Helbing Dirk

Decentralized Approaches to Adaptive Traffic Control

Traffic systems are highly complex multi-component systems suffering from instabilities and non-linear dynamics, including chaos. This is caused by the non-linearity of interactions, delays, and fluctuations, which can trigger phenomena such as stop-and-go waves, noise-induced breakdowns, or slower-is-faster effects. The recently upcoming information and communication technologies (ICT), including cheap optical, radar, video, or infrared sensors and mobile communication technologies promise new solutions leading from the classical, centralized control to decentralized approaches in the sense of collective (swarm) intelligence and ad hoc networks. Such concepts reduce the problem of data flooding by restricting to the locally relevant information only and reach more adaptiveness, flexibility, resilience and robustness with respect to local requirements and temporary failures.

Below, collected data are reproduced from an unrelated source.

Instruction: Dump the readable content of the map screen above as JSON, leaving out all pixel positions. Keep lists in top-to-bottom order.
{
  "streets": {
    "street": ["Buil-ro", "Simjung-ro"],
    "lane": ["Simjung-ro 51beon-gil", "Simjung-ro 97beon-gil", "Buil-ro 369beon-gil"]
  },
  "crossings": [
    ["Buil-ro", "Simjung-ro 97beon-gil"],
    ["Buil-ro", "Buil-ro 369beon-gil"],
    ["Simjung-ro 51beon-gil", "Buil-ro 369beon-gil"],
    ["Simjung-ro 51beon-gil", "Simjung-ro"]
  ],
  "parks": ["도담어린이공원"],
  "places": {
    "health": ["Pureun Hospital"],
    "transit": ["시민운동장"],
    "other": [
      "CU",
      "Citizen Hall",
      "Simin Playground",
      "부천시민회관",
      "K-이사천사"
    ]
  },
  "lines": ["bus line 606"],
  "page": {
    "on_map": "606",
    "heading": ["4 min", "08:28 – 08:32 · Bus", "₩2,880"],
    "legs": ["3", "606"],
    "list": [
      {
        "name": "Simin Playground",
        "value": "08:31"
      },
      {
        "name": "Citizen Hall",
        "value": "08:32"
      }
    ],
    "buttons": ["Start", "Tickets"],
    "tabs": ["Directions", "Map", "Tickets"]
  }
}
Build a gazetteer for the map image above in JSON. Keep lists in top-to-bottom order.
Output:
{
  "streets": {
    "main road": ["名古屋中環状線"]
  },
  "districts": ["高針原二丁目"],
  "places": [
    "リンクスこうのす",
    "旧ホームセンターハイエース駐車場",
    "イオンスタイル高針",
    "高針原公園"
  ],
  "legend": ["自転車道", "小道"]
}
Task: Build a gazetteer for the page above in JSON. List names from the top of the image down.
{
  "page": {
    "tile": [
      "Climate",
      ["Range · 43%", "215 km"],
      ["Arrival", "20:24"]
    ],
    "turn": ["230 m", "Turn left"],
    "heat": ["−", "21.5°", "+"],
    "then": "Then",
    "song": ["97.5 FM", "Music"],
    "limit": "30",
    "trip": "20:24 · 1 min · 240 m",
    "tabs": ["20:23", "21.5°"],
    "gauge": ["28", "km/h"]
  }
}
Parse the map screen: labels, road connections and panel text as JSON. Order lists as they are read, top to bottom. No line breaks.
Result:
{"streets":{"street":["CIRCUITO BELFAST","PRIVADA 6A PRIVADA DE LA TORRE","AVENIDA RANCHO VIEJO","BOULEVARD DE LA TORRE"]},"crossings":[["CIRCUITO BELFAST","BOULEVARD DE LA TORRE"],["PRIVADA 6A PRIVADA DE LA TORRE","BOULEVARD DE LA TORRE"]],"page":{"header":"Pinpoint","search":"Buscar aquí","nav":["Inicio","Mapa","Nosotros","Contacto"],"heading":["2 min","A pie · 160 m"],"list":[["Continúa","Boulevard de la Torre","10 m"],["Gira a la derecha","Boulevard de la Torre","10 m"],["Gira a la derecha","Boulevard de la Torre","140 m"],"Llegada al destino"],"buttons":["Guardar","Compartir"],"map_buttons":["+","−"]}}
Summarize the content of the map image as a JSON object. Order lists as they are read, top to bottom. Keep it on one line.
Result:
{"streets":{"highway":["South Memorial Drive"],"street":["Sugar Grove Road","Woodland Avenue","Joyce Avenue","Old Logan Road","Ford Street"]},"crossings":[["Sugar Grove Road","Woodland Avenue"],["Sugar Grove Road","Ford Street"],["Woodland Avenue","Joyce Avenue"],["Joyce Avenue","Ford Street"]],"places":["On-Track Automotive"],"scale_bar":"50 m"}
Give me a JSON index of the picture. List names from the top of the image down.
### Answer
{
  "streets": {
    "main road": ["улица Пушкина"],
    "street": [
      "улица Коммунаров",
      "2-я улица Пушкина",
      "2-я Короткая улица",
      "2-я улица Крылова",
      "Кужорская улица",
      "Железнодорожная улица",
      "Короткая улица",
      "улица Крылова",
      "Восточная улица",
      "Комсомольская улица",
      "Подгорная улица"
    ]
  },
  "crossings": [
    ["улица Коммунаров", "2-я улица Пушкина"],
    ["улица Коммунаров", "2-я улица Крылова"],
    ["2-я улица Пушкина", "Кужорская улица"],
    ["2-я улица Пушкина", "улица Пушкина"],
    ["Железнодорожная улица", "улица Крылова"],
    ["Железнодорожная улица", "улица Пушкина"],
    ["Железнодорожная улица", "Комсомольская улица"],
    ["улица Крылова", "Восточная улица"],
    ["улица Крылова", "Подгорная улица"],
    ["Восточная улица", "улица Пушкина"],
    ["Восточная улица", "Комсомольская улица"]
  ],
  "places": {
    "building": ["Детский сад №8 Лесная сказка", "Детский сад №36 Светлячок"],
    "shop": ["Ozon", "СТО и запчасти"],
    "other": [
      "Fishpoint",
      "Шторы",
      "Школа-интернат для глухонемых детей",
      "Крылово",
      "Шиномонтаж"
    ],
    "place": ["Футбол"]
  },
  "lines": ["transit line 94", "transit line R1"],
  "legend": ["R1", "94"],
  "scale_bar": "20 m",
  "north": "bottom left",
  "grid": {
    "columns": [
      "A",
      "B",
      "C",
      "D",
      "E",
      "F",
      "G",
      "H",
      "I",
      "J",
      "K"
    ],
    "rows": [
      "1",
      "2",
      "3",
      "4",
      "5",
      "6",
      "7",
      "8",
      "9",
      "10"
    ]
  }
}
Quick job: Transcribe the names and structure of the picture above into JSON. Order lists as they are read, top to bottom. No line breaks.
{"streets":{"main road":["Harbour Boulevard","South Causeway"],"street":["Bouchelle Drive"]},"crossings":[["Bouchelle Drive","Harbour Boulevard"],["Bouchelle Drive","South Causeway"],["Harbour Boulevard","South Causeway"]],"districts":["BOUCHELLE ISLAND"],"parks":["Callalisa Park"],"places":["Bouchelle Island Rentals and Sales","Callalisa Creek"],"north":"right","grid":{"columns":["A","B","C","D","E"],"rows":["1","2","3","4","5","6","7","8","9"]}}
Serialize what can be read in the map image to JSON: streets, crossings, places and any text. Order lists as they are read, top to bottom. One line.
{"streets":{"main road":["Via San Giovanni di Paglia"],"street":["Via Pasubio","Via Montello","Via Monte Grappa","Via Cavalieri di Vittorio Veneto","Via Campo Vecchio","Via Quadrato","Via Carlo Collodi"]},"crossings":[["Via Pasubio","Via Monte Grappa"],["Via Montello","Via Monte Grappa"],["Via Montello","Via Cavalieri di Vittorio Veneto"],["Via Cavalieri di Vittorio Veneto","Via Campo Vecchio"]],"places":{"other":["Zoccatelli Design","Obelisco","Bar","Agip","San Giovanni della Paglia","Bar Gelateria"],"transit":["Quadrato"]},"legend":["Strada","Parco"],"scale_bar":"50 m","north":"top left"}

One focus of my talk will be adaptive cruise control (ACC) systems, which do not only increase the comfort and safety of car passengers, but also enhance the stability of traffic flows and the capacity of the road. We call this ``traffic assistance''. Specifically, I will present an automated driving strategy that adapts the operation mode of an ACC system to the autonomously detected, local traffic situation.  The impact on the traffic dynamics is investigated by means of a multi-lane microscopic traffic simulation.

In the future, vehicles will become automatic traffic state detection, data management, and communication centers when forming ad hoc networks
through inter-vehicle communication (IVC). The applicability of short-range inter-vehicle communication for the detection of dynamic congestion fronts on freeways will be shortly discussed. Adaptive, self-organized traffic control in urban road networks is another interesting application field for decentralized traffic optimization strategies. Therefore, this talk will also discuss control principles that allow one to reach a self-organized synchronization of traffic lights. It turns out that a local optimization fails to reach high performance, and that a stabilizing strategy is not successful as well. A suitable combination of the two, however, can perform superior to centralized, cycle-based approaches.

The focus of this talk will be adjusted to the interest of the audience.